## Stored data

# # # #

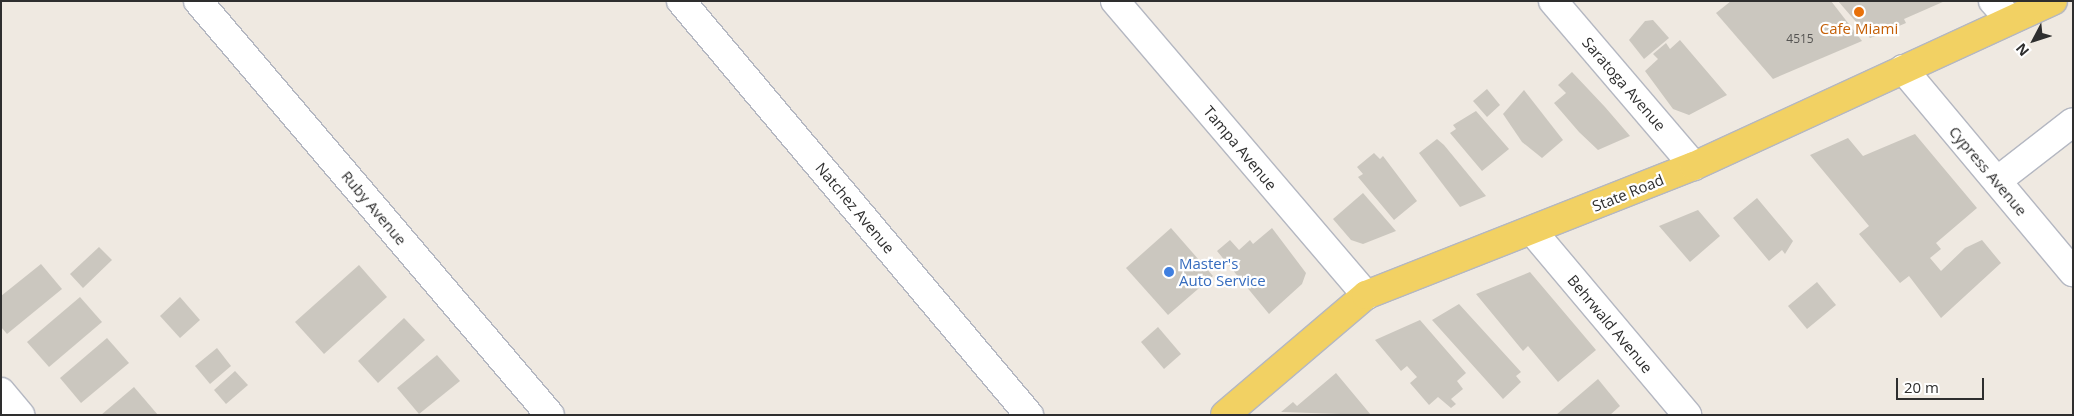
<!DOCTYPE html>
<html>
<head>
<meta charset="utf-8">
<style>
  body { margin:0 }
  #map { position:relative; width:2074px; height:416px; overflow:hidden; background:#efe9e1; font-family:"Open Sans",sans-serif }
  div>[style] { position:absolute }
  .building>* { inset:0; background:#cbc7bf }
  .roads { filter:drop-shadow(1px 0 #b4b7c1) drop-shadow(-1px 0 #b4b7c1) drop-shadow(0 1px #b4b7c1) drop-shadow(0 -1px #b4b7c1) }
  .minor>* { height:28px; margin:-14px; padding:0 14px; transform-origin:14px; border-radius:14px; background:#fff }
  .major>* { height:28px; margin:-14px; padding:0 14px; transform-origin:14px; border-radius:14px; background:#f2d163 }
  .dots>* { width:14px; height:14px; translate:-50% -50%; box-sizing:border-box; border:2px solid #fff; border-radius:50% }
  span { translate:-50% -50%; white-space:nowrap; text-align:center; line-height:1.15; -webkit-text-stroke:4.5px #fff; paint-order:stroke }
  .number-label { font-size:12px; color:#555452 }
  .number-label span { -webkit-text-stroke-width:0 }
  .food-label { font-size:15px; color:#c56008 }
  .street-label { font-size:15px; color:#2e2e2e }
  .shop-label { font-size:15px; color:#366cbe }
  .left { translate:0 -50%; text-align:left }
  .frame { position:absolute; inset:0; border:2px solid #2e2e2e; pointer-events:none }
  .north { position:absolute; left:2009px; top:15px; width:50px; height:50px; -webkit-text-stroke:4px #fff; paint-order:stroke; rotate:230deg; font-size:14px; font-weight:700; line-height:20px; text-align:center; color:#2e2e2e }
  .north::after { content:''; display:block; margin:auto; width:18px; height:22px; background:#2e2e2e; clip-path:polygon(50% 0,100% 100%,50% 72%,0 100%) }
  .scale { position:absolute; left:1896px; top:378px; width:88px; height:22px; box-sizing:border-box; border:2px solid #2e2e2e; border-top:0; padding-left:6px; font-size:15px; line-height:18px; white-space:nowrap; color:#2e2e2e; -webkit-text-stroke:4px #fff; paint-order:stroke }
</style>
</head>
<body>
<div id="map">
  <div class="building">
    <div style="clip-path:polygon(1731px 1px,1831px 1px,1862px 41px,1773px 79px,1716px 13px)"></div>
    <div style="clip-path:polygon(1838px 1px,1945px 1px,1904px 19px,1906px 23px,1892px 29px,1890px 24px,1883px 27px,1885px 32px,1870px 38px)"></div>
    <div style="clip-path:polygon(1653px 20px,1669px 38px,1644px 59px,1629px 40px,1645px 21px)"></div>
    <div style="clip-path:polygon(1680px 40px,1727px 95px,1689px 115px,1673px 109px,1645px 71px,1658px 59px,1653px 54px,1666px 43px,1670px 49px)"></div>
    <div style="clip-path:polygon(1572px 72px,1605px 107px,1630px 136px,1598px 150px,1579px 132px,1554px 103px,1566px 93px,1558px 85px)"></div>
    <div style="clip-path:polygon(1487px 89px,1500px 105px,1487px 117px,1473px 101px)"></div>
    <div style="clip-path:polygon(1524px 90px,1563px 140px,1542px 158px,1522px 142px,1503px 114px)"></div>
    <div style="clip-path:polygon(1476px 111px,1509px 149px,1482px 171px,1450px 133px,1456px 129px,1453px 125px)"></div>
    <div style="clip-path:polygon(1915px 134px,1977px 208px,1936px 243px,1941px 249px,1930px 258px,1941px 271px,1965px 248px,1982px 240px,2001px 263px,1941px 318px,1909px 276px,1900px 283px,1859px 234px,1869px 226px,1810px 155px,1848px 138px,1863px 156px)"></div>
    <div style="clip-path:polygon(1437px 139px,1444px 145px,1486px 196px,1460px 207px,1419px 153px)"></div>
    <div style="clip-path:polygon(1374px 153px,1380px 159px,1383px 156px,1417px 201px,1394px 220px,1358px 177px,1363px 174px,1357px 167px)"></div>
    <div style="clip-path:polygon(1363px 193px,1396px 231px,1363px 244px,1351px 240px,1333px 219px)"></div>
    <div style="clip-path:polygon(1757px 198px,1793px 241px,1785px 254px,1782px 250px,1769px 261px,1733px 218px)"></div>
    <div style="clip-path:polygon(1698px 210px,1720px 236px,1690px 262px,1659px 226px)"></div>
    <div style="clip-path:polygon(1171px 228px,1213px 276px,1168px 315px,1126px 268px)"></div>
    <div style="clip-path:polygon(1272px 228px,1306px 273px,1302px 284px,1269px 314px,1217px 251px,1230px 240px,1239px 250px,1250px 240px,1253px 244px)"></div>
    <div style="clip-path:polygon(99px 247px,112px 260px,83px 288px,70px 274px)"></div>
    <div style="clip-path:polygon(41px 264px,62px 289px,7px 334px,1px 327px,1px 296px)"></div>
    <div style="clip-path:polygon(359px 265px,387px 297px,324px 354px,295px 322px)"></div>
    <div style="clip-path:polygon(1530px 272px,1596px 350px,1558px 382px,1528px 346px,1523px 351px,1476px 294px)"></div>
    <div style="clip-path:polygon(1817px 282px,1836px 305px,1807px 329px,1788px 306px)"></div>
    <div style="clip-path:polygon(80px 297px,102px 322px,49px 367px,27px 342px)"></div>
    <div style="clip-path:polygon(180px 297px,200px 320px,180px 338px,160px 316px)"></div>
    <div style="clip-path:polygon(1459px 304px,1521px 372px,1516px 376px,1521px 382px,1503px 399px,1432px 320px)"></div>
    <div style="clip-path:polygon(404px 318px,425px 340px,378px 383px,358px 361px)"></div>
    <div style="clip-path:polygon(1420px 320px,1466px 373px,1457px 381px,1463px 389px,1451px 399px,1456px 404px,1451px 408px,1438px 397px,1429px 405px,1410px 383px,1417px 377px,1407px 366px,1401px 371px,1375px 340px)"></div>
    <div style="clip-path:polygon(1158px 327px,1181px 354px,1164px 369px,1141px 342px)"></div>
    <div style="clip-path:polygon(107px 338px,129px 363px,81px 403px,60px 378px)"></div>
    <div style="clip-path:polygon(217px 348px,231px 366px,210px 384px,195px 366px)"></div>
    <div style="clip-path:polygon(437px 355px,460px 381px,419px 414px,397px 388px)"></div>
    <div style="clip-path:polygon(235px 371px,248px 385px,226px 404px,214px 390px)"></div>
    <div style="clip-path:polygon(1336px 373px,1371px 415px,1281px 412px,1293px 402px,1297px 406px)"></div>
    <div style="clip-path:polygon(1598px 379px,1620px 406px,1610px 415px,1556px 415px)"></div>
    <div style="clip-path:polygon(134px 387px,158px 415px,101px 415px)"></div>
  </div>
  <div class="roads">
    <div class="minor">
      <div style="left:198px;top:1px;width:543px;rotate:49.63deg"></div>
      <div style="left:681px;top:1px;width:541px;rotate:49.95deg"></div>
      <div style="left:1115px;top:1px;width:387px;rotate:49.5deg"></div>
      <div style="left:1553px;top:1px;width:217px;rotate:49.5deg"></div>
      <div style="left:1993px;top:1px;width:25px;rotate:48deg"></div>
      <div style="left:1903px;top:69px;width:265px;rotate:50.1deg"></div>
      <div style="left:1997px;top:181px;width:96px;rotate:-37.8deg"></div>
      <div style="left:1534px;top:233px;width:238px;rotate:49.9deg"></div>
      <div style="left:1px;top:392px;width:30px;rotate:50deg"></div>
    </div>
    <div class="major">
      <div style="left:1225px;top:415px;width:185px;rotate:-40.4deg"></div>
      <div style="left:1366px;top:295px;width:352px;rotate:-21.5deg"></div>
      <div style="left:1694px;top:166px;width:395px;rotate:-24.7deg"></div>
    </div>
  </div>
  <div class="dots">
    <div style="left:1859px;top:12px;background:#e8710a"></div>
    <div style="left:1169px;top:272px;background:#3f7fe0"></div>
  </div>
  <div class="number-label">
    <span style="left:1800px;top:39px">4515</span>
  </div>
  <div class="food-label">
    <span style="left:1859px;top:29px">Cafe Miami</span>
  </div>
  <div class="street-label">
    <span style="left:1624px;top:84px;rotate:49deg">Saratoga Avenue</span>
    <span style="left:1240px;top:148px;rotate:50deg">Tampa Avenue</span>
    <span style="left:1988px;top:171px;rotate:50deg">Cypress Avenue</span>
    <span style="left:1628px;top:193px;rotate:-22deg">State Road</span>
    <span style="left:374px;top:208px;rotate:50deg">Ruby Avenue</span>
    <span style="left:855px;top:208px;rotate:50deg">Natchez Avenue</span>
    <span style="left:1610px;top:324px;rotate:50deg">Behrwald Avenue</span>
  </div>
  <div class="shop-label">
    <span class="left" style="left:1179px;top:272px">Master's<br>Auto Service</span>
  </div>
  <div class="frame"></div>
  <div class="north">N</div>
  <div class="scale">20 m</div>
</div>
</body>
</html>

# # # #

## What needs to be done
What is needed is an exact retyping of the lines from the start of the data through the line with "position:relative; width:2074px; height:416px;", with both end lines kept and every picture left out.

## Response to the task
<!DOCTYPE html>
<html>
<head>
<meta charset="utf-8">
<style>
  body { margin:0 }
  #map { position:relative; width:2074px; height:416px; overflow:hidden; background:#efe9e1; font-family:"Open Sans",sans-serif }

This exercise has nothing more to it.